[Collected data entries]
————

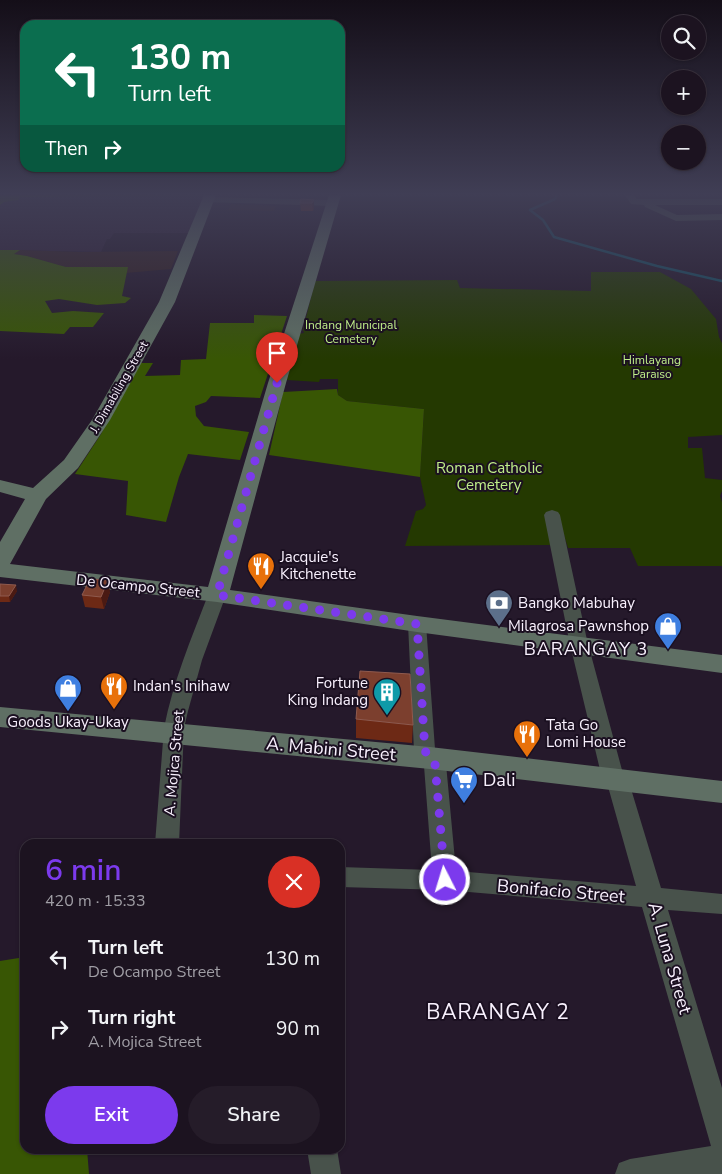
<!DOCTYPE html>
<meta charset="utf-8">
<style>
:root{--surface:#1c1320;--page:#251c29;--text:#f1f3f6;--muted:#a09ea5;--line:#3a323e;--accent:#7c3aed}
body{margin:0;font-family:"Nunito Sans",sans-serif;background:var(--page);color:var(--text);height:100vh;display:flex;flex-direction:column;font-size:19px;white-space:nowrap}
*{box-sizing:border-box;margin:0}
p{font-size:16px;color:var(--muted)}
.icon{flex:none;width:28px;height:28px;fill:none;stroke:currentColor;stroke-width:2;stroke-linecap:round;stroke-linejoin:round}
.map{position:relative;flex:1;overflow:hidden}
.side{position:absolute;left:20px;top:839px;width:325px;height:315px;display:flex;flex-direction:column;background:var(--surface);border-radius:15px;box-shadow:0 1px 4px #0004,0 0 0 1px var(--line)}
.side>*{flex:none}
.top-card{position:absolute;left:20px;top:20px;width:325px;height:152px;border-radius:15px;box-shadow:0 1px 4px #0004,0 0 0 1px var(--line);background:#0b6e4f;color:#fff;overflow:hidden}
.tools{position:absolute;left:661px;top:15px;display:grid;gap:10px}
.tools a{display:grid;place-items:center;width:45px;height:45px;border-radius:50%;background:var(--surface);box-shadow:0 1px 4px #0004,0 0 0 1px var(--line);font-size:25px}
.pin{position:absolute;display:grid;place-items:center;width:42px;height:42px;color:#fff;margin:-51px -21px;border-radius:50% 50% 50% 0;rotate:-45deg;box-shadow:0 0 5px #0007}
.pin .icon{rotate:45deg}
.me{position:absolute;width:55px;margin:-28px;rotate:355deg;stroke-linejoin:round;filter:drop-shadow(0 0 4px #0008)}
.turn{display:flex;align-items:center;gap:18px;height:105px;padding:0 25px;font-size:22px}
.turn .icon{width:65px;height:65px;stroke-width:2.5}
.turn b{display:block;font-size:35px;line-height:42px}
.then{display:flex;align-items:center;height:48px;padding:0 25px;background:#0003;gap:10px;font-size:19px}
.round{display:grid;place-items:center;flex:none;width:52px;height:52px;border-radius:26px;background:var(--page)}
.headline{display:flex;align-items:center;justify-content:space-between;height:85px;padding:0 25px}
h1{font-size:30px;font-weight:600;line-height:38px;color:var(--accent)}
.primary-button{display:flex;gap:10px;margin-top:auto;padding:10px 25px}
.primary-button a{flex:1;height:58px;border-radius:30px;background:var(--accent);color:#fff;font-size:20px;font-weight:600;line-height:58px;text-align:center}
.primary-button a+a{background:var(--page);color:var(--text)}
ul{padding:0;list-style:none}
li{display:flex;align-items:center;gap:15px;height:70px;padding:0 25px}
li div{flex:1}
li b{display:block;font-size:19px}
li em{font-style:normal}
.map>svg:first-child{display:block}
.built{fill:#302138}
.education{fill:#332022}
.green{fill:#243901}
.forest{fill:#385604}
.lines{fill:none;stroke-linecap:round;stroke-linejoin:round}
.stream{stroke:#184f62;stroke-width:2.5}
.street{fill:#48524b;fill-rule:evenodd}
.secondary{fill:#5f6f64;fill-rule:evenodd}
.wall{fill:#6d2915}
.shaded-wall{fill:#4a1a13}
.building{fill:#7c3f2e;stroke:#8f5a4e}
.route{stroke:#7c3aed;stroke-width:9;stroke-dasharray:0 16.2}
.labels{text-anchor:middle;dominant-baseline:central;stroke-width:4;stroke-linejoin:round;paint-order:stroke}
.far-park-label{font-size:12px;fill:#bfee89;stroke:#1b1021}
.far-street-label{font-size:12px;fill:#f9f1fe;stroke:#1b1021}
.park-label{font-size:15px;fill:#bfee89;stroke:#1b1021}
.poi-label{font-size:15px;fill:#f9f1fe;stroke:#1b1021;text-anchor:start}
.street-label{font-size:15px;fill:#f9f1fe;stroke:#1b1021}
.quarter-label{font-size:18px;letter-spacing:1px;fill:#f9f1fe;stroke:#1b1021}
.near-street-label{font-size:18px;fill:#f9f1fe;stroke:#1b1021}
.near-poi-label{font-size:18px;fill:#f9f1fe;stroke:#1b1021;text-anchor:start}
.near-quarter-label{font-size:21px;letter-spacing:1px;fill:#f9f1fe;stroke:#1b1021}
</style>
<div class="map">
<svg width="722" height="1174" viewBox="0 0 722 1174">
<rect width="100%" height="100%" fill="#25192b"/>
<polygon class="built" points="97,196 204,196 189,233 114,233 110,239 107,239 101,252 0,250 0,205 4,202 18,200 20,197"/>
<g class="education">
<polygon points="231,204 276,206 274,211 228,210"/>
<polygon points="20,250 79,252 178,251 171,269 126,273 127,267 66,267 27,256 13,254"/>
</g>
<polygon class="green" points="591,272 660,272 691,289 716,319 719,337 722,343 722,435 688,437 688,448 702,448 705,478 722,480 722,491 720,496 722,502 722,566 638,566 630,548 568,548 558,515 553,545 405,546 416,511 423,509 426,505 420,477 424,409 347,401 338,395 338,379 320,379 319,382 287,380 298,334 304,333 303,330 315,281 457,280 460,288 591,291"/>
<g class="forest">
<polygon points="0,195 204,195 20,197 18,200 4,202 0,205"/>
<polygon points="0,250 20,250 14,254 27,256 66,267 128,267 122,296 131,298 125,303 97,305 59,299 45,301 52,313 73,311 104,313 93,327 70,327 64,334 0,331"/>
<polygon points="254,315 287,316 260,398 211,396 206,402 195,406 196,416 204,426 249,432 240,460 188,454 179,477 166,522 126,515 128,481 75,474 101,434 139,363 153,363 145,376 180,375 181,360 206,359 210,323 254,323"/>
<polygon points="337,389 338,395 347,401 424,409 420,477 269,455 283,392"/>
<polygon points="25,957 25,1149 87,1149 89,1174 0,1174 0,961"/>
</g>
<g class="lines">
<polyline class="stream" points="557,195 555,199 530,210 543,220 554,237 657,266 722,281"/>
<g class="street">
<polygon points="625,195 633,195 637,199 722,199 722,205 655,205 677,215 722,214 722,220 676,221 645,207 644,205 631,204"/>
<polygon points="207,197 333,200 337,203 333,206 204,202 203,200"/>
<polygon points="552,510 558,512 560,515 587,640 622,770 628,779 661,888 722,894 722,914 668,910 722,1088 722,1174 615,1174 619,1163 630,1159 711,1146 642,907 445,890 340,887 340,867 432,870 424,766 414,751 408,624 411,620 417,618 423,620 426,624 435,749 446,764 456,871 636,886 607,783 601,774 569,640 544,515 546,512"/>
<path d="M217,590L223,591L226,595L202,660L188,711L184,728L179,844H155L164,728C173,682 191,639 208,595L211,591Z"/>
<polygon points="307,1149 337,1149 341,1174 311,1174"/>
</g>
<g class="secondary">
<polygon points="204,195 216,195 175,302 110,420 78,468 46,499 10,564 208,587 268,383 329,195 341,195 286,383 230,590 417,616 722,655 722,673 417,632 217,602 0,577 0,542 25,499 0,492 0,480 33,488 64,460 92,420 159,302"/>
<polygon points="0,707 430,747 722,781 722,803 430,769 0,727"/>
</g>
</g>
<g class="wall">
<polygon points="314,200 314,207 313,211 301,211 300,203"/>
<polygon points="0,584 17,591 10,602 0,602"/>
<polygon points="110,592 104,609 85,607 82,595"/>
<polygon points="356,719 413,725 412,743 356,738"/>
</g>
<g class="shaded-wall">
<polygon points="314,200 314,207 313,211 312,203"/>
<polygon points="108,580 110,592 104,609 101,597"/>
<polygon points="16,585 17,591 10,602 9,596"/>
</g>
<g class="building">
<polygon points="301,199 314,200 312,203 300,203"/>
<polygon points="90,579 108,580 101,597 82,595"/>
<polygon points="0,584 16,585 9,596 0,596"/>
<polygon points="360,671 410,674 413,725 356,719"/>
</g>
<linearGradient id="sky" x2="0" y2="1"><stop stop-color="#140e18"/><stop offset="0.54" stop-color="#403e55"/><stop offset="1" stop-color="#403e55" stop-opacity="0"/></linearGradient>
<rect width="722" height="359" fill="url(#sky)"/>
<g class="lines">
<polyline class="route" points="277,383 217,595 417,624 425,751 435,764 445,880"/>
</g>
<defs>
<g id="restaurant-pin" transform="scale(1.4375)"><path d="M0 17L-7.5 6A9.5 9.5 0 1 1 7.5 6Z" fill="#e8710a" stroke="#1b1021"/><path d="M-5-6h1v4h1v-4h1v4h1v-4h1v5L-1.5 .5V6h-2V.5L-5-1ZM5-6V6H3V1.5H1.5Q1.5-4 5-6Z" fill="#fff"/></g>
<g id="bank-pin" transform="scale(1.4375)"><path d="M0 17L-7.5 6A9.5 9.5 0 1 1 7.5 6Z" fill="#5c6f8a" stroke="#1b1021"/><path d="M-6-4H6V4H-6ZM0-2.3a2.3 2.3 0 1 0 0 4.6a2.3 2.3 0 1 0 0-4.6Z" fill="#fff"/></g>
<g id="shop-pin" transform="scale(1.4375)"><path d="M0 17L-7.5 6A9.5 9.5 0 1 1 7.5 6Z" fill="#3f7fe0" stroke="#1b1021"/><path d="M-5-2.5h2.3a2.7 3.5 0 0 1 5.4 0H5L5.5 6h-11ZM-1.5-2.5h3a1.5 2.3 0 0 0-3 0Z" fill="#fff"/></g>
<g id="building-pin" transform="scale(1.4375)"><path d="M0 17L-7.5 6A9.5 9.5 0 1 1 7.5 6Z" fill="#0f9aa8" stroke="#1b1021"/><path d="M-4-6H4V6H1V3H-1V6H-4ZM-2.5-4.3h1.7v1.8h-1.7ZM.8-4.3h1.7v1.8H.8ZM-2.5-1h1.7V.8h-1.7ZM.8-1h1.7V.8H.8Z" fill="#fff"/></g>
<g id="supermarket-pin" transform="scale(1.4375)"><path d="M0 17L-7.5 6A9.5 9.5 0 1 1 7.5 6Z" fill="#3f7fe0" stroke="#1b1021"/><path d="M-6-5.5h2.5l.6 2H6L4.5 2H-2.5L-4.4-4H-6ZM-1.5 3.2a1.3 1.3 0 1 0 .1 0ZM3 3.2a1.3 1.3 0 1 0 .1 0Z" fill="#fff"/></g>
</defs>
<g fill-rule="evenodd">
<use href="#restaurant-pin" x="261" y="566"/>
<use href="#bank-pin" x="499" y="603"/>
<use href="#shop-pin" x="668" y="626"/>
<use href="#restaurant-pin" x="114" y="686"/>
<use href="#shop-pin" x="68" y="688"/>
<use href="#building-pin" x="387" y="692"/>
<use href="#restaurant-pin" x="527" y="734"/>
<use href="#supermarket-pin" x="464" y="780"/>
</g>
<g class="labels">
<g class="far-park-label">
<text x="351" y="325">Indang Municipal<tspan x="351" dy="14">Cemetery</tspan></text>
<text x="652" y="360">Himlayang<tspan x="652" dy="14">Paraiso</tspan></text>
</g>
<g class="far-street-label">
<text transform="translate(119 387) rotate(-60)">J. Dimabiling Street</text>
</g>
<g class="park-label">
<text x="489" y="468">Roman Catholic<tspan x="489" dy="17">Cemetery</tspan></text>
</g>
<g class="poi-label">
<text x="280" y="557">Jacquie's<tspan x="280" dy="17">Kitchenette</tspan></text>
<text x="518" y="603">Bangko Mabuhay</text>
<text x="649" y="626" text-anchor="end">Milagrosa Pawnshop</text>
<text x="368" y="683" text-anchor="end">Fortune<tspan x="368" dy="17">King Indang</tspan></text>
<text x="133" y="686">Indan's Inihaw</text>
<text x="68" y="722" text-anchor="middle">Goods Ukay-Ukay</text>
<text x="546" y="725">Tata Go<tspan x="546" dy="17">Lomi House</tspan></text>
</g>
<g class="street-label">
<text transform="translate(138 586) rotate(6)">De Ocampo Street</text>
<text transform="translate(174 763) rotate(-85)">A. Mojica Street</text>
</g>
<g class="quarter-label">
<text x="586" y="649">BARANGAY 3</text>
</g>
<g class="near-street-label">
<text transform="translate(331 749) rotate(5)">A. Mabini Street</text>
<text transform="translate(561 891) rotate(5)">Bonifacio Street</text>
<text transform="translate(670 958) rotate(74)">A. Luna Street</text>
</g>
<g class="near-poi-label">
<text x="483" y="780">Dali</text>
</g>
<g class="near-quarter-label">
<text x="498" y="1012">BARANGAY 2</text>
</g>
</g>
</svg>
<div class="tools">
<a><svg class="icon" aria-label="search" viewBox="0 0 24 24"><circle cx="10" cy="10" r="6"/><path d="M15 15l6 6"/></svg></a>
<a>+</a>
<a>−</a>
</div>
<div class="pin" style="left:277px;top:383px;background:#d93025"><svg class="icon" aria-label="arrive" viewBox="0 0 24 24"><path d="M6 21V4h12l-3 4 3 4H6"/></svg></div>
<svg class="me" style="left:445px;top:880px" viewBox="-20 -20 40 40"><circle r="17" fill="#7c3aed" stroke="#fff" stroke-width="3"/><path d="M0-11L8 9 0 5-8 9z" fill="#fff"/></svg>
<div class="top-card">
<div class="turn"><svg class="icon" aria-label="left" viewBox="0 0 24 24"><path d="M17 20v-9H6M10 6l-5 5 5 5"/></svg><div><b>130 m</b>Turn left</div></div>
<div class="then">Then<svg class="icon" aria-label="right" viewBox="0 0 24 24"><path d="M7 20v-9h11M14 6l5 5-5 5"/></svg></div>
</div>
<section class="side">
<div class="headline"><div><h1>6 min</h1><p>420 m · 15:33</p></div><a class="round" style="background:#d93025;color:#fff"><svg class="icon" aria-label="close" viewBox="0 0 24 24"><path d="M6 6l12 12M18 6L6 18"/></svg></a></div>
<ul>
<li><svg class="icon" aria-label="left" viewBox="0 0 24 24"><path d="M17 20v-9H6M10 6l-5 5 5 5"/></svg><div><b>Turn left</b><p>De Ocampo Street</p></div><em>130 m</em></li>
<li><svg class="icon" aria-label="right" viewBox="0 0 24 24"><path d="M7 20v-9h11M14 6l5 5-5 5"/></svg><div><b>Turn right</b><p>A. Mojica Street</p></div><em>90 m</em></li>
</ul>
<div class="primary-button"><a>Exit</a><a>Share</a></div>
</section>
</div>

————

The lines above that include "linecap" should each be listed.

#### [SOLUTION TO THE PROBLEM]
.icon{flex:none;width:28px;height:28px;fill:none;stroke:currentColor;stroke-width:2;stroke-linecap:round;stroke-linejoin:round}
.lines{fill:none;stroke-linecap:round;stroke-linejoin:round}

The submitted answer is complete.